Stored items:

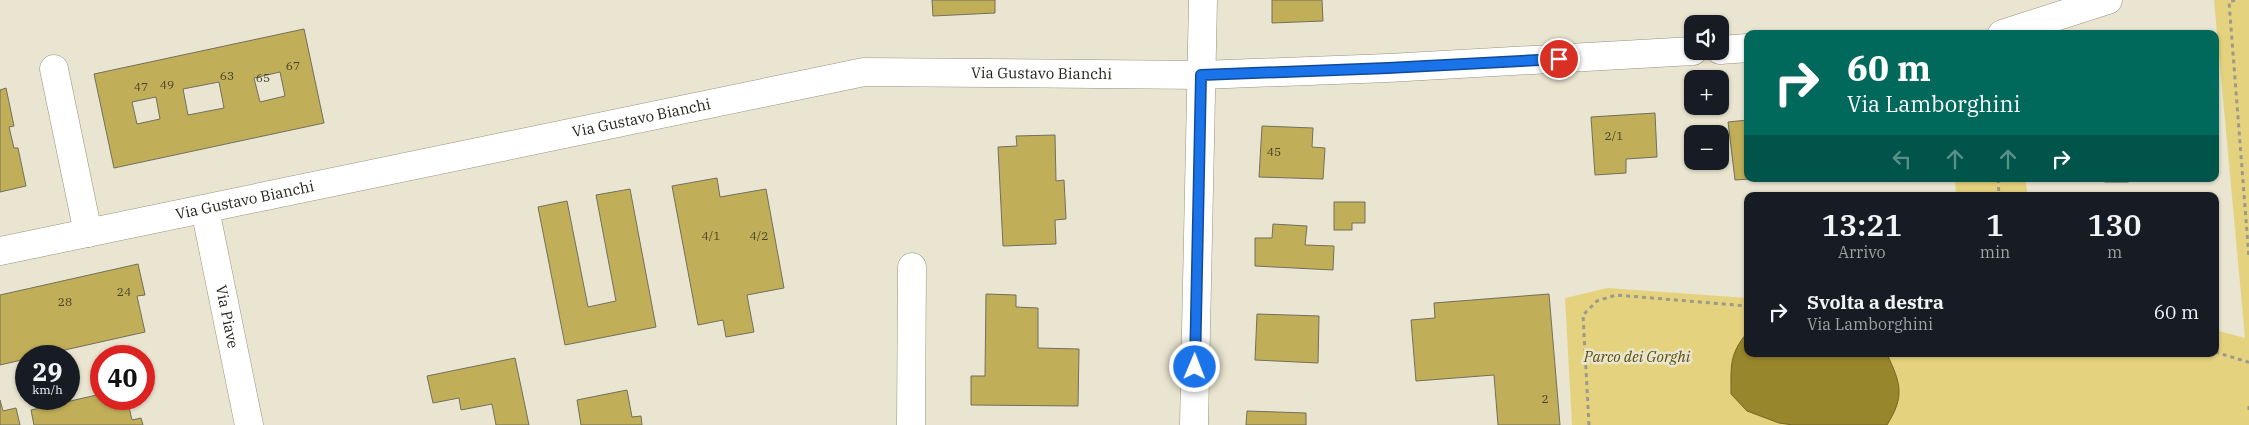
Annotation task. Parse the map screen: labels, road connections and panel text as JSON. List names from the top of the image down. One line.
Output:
{"streets":{"street":["Via Gustavo Bianchi","Via Piave"]},"crossings":[["Via Gustavo Bianchi","Via Piave"]],"parks":["Parco dei Gorghi"],"house_numbers":["67","63","65","49","47","2/1","45","4/1","4/2","24","28","2"],"page":{"map_buttons":["+","−"],"turn":["60 m","Via Lamborghini"],"eta":["13:21","Arrivo","1","min","130","m"],"list":[{"name":"Svolta a destra","note":"Via Lamborghini","value":"60 m"}],"speed":"29 km/h","limit":"40"}}
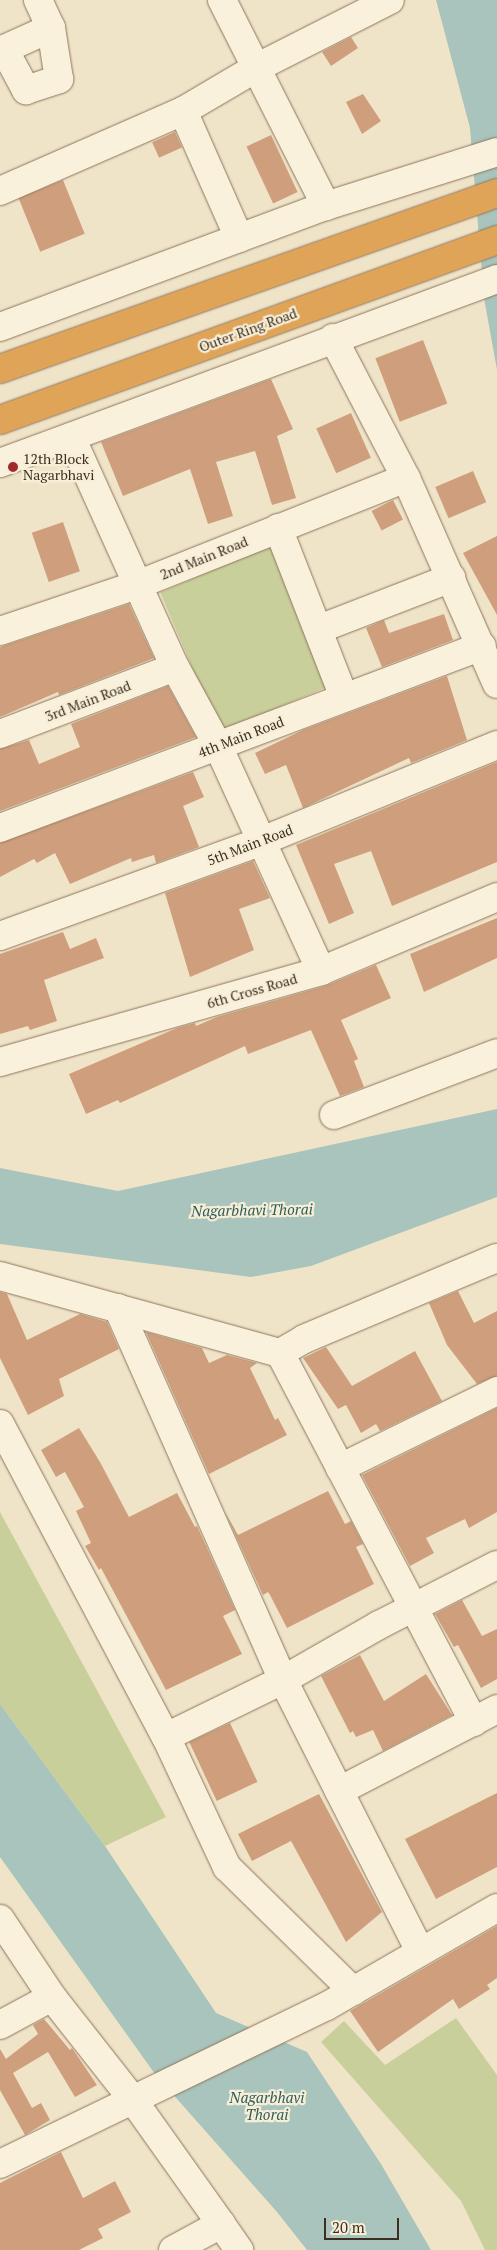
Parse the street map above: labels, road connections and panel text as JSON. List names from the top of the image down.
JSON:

-- Task statement --
Give the entries above again word for word, without any pictures.

-- Reply to the task --
Annotation task. Parse the map screen: labels, road connections and panel text as JSON. List names from the top of the image down. One line.
Output:
{"streets":{"street":["Via Gustavo Bianchi","Via Piave"]},"crossings":[["Via Gustavo Bianchi","Via Piave"]],"parks":["Parco dei Gorghi"],"house_numbers":["67","63","65","49","47","2/1","45","4/1","4/2","24","28","2"],"page":{"map_buttons":["+","−"],"turn":["60 m","Via Lamborghini"],"eta":["13:21","Arrivo","1","min","130","m"],"list":[{"name":"Svolta a destra","note":"Via Lamborghini","value":"60 m"}],"speed":"29 km/h","limit":"40"}}
Parse the street map above: labels, road connections and panel text as JSON. List names from the top of the image down.
JSON:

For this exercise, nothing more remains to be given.